* Task *
Only lines containing the string "Soto" belong in the answer; find them in the records and copy them.

(Records to process Opens)

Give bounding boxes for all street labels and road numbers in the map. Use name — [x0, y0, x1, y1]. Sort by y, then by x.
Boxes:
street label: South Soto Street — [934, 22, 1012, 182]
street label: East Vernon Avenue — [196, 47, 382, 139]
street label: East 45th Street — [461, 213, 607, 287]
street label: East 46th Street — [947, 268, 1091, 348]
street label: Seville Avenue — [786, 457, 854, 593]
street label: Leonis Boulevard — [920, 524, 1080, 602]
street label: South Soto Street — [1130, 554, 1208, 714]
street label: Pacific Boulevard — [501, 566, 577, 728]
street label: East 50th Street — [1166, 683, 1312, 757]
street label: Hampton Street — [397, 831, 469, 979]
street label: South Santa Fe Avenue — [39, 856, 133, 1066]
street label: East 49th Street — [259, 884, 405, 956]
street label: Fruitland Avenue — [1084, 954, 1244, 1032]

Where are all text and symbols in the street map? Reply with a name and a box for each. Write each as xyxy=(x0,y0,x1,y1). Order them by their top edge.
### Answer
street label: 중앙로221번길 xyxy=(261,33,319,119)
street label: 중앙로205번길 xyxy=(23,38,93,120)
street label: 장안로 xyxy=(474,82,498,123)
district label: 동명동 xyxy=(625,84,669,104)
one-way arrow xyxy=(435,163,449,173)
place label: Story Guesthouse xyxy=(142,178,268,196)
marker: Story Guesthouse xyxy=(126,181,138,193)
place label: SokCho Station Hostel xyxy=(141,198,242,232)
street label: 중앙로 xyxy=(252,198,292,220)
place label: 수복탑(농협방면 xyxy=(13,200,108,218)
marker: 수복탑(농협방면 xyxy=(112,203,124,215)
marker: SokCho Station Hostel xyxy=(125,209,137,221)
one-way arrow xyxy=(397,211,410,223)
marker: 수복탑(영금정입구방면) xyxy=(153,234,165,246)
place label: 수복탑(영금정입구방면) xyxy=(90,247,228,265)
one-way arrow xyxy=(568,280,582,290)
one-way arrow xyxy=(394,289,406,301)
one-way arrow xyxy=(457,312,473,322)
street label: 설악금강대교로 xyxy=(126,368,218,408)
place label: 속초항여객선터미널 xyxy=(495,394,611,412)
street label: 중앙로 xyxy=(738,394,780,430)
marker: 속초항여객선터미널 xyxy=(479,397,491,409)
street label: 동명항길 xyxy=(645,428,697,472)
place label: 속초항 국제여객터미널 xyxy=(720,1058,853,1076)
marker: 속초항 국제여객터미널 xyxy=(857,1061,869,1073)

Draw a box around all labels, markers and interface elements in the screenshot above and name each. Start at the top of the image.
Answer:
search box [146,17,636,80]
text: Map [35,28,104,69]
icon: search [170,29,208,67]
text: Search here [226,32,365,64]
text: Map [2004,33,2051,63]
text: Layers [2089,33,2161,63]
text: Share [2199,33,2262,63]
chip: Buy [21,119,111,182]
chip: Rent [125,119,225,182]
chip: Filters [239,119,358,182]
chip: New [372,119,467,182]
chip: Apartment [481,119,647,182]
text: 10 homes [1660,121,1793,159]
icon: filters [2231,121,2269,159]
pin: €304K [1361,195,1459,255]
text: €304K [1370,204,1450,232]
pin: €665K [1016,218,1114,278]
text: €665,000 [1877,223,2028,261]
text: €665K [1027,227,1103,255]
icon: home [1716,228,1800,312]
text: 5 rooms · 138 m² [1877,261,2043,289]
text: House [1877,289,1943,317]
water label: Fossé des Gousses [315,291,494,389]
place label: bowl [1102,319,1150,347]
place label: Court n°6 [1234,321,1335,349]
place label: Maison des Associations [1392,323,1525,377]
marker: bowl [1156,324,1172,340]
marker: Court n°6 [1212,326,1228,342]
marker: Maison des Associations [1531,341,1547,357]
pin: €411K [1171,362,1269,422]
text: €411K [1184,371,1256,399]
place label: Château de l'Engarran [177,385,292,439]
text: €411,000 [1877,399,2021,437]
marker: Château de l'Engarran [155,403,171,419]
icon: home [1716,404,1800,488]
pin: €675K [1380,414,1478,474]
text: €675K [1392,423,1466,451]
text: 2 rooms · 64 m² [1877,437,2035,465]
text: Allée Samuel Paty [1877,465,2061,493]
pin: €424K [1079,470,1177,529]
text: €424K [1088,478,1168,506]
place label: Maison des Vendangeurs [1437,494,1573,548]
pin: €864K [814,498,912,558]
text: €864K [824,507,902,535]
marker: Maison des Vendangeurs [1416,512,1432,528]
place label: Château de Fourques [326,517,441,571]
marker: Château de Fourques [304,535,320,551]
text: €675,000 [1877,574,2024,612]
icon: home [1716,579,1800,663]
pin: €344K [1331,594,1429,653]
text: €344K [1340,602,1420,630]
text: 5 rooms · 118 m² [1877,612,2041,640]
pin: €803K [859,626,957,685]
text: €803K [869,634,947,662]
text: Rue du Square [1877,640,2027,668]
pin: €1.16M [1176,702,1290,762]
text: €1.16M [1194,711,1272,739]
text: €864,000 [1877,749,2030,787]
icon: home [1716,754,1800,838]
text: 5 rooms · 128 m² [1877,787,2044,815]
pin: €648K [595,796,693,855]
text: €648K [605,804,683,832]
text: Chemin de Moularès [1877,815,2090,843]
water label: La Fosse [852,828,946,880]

(Records to process Closes)

* Output of the task *
street label: South Soto Street — [934, 22, 1012, 182]
street label: South Soto Street — [1130, 554, 1208, 714]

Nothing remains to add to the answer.